→ **Data for review**:
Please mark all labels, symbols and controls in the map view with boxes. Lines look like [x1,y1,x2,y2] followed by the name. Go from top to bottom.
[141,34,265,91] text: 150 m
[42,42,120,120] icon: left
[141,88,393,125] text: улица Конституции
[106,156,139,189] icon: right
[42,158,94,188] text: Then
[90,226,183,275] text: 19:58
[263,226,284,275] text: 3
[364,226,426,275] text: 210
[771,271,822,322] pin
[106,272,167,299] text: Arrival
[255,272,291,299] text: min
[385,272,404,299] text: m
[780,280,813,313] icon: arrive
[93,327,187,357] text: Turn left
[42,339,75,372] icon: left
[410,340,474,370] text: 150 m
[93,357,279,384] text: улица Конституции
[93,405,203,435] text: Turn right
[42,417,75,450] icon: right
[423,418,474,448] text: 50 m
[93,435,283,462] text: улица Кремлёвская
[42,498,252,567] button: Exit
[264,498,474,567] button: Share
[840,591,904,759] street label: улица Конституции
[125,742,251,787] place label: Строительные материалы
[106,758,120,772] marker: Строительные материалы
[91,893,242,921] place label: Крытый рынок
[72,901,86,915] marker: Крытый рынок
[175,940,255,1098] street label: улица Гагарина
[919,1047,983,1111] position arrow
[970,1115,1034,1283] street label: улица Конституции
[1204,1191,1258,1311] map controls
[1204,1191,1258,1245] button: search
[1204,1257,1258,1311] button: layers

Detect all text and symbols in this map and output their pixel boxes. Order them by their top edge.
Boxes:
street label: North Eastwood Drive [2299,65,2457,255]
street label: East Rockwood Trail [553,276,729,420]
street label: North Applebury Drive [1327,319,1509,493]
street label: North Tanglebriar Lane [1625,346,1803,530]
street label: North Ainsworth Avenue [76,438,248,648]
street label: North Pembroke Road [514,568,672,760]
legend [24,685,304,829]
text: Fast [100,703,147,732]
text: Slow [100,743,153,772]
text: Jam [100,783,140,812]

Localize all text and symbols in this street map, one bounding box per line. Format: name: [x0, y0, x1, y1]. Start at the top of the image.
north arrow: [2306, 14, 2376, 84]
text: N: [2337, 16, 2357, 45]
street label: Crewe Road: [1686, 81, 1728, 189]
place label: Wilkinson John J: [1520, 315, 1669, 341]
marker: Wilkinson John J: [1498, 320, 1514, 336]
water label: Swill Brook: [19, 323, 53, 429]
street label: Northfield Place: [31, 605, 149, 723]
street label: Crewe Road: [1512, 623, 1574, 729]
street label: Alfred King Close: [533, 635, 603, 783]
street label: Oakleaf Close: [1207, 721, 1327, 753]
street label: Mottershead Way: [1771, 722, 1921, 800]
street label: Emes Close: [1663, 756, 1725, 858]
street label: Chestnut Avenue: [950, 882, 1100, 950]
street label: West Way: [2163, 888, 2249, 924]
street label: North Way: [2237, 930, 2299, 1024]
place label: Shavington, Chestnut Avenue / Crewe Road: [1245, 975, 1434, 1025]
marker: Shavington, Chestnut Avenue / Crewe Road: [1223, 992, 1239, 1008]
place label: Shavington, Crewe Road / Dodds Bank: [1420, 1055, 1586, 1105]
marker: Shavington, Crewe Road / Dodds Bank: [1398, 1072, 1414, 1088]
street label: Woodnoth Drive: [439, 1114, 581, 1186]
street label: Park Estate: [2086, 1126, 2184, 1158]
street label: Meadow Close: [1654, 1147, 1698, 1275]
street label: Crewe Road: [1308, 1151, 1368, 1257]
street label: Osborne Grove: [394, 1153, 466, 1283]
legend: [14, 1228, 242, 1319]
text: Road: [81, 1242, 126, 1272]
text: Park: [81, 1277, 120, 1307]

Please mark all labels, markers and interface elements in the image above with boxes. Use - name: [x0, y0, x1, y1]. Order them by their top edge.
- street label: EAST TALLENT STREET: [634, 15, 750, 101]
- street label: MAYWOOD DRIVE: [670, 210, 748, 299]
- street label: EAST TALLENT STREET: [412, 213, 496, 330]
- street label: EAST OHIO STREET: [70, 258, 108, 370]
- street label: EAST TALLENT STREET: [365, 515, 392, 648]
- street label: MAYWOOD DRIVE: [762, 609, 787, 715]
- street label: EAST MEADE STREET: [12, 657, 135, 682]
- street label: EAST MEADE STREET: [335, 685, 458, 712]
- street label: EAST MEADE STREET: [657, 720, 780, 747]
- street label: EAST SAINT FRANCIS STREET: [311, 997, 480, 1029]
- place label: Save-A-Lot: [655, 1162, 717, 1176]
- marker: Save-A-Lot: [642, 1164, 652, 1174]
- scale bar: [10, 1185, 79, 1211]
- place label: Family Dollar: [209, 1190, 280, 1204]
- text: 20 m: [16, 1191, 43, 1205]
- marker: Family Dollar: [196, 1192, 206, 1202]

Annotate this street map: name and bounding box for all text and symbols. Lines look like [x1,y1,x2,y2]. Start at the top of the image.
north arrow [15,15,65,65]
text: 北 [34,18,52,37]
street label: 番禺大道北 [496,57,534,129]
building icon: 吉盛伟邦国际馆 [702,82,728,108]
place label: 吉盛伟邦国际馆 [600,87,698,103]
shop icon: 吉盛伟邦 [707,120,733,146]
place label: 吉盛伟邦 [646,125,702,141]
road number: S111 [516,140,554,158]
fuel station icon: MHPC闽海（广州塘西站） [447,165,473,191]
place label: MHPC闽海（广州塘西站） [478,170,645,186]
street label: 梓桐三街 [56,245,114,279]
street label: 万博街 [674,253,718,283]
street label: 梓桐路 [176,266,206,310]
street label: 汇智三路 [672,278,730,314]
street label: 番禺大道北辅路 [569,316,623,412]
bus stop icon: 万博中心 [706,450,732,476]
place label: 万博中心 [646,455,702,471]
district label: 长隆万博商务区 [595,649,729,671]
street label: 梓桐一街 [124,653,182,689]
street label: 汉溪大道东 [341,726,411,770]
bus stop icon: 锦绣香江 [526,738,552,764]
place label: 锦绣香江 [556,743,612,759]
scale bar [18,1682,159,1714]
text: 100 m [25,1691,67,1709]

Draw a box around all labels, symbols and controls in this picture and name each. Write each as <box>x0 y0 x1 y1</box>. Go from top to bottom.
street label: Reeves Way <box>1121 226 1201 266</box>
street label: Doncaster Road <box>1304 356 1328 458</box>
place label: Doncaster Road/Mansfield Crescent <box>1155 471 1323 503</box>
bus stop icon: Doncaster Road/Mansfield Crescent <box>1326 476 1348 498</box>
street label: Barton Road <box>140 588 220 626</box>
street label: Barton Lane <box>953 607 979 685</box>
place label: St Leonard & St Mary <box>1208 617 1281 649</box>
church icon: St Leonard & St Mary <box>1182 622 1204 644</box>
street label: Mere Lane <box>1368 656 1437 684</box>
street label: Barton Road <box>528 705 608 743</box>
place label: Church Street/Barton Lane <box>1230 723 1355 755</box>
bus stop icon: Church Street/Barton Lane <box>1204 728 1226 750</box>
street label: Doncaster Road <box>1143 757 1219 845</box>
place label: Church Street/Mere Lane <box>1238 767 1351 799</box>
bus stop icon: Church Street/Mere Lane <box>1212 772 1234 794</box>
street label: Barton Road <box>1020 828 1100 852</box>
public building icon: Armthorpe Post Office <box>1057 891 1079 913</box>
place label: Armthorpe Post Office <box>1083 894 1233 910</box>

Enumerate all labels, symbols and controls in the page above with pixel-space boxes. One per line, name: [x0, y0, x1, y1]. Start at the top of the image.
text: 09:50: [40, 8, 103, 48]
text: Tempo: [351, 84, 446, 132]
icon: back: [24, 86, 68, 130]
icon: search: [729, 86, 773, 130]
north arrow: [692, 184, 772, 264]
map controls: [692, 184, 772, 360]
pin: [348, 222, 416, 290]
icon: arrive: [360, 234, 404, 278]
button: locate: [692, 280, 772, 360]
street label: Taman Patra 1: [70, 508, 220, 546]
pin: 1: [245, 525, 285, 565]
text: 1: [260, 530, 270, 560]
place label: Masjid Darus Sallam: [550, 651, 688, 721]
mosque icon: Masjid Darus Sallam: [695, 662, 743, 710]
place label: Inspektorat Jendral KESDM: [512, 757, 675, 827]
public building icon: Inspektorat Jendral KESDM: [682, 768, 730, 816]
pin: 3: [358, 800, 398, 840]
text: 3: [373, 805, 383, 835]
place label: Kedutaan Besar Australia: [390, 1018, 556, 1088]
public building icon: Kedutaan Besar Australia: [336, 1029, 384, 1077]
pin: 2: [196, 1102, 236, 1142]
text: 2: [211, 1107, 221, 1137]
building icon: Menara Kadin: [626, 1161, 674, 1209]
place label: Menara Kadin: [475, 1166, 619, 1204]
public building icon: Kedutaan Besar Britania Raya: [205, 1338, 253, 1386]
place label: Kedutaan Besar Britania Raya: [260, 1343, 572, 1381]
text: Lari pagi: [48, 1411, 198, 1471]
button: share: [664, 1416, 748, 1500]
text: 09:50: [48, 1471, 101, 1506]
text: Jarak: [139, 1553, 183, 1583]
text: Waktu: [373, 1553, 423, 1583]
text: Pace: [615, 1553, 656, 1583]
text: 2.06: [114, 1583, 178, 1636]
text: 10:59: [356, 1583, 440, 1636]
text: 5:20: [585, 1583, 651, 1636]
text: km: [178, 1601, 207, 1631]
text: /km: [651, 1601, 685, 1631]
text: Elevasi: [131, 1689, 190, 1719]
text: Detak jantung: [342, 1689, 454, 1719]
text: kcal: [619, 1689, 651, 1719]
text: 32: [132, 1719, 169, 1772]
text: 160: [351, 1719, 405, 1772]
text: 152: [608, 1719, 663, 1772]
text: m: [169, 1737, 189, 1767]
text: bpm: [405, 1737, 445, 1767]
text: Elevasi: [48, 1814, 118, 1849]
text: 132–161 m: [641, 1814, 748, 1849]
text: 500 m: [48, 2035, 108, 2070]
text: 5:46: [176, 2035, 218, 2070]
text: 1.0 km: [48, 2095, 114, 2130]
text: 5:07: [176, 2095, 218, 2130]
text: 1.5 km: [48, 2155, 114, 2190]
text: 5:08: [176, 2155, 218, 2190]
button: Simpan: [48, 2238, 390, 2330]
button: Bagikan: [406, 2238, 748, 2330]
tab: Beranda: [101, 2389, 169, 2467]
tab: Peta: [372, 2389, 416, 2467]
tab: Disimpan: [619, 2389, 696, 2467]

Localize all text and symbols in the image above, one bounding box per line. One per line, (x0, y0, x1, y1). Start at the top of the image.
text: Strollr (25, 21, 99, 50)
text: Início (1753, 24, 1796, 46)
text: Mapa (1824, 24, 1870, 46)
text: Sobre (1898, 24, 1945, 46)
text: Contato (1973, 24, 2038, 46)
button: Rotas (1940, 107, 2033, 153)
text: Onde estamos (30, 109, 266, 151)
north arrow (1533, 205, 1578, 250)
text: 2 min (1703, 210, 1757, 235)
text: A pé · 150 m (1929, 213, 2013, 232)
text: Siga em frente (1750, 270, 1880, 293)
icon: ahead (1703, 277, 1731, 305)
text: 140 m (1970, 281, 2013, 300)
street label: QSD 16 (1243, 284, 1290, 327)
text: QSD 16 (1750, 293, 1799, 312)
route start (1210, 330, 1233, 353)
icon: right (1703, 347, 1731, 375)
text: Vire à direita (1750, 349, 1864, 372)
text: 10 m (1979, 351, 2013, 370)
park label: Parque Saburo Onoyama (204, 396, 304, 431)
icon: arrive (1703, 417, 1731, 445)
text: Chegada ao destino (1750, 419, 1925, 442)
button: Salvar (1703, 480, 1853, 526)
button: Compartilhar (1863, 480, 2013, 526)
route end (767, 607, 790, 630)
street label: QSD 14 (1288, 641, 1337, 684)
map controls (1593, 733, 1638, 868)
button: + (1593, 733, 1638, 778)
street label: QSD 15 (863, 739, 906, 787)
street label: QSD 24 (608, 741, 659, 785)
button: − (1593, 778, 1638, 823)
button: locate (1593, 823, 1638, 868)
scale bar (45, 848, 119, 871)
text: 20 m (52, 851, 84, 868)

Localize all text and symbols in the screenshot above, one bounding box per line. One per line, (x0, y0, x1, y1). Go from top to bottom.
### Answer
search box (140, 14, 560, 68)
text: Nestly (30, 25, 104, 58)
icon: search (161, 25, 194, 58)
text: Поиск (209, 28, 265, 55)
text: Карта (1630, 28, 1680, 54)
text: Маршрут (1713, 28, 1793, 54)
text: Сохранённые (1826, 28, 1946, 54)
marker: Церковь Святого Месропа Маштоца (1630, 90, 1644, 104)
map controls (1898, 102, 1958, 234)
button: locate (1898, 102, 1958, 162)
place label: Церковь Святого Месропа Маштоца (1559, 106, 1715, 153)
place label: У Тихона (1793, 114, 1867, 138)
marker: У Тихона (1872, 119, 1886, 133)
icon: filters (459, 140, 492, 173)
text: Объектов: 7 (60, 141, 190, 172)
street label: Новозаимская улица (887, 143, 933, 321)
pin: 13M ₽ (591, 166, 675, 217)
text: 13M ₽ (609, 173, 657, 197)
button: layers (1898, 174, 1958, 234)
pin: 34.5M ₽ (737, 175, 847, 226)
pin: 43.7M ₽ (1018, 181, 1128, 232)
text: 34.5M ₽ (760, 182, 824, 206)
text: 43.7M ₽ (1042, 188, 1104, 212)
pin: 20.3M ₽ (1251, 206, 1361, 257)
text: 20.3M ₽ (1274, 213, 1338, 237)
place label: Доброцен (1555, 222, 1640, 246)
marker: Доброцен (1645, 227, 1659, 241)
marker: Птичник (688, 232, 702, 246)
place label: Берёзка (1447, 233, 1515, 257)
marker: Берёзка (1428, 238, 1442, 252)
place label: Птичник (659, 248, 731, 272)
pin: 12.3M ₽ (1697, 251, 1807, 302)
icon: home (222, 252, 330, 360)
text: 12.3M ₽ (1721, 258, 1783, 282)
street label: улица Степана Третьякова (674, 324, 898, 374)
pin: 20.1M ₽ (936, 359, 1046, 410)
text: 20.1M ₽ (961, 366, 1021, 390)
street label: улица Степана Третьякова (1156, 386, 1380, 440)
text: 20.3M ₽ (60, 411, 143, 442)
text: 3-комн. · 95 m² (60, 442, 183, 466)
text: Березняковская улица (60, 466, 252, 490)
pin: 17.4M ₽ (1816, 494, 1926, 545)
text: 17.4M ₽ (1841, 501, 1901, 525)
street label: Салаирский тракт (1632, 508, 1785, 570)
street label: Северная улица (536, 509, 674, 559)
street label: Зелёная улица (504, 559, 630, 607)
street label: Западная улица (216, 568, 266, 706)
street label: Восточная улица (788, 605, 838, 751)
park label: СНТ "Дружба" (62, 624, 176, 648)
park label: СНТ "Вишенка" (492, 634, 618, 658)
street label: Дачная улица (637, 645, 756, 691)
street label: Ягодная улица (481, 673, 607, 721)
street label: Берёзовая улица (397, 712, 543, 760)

→ **Activity**:
Set apart and copy each line of the records that holds the word "Wilkinson".

→ **Solved exercise**:
place label: Wilkinson John J: [1520, 315, 1669, 341]
marker: Wilkinson John J: [1498, 320, 1514, 336]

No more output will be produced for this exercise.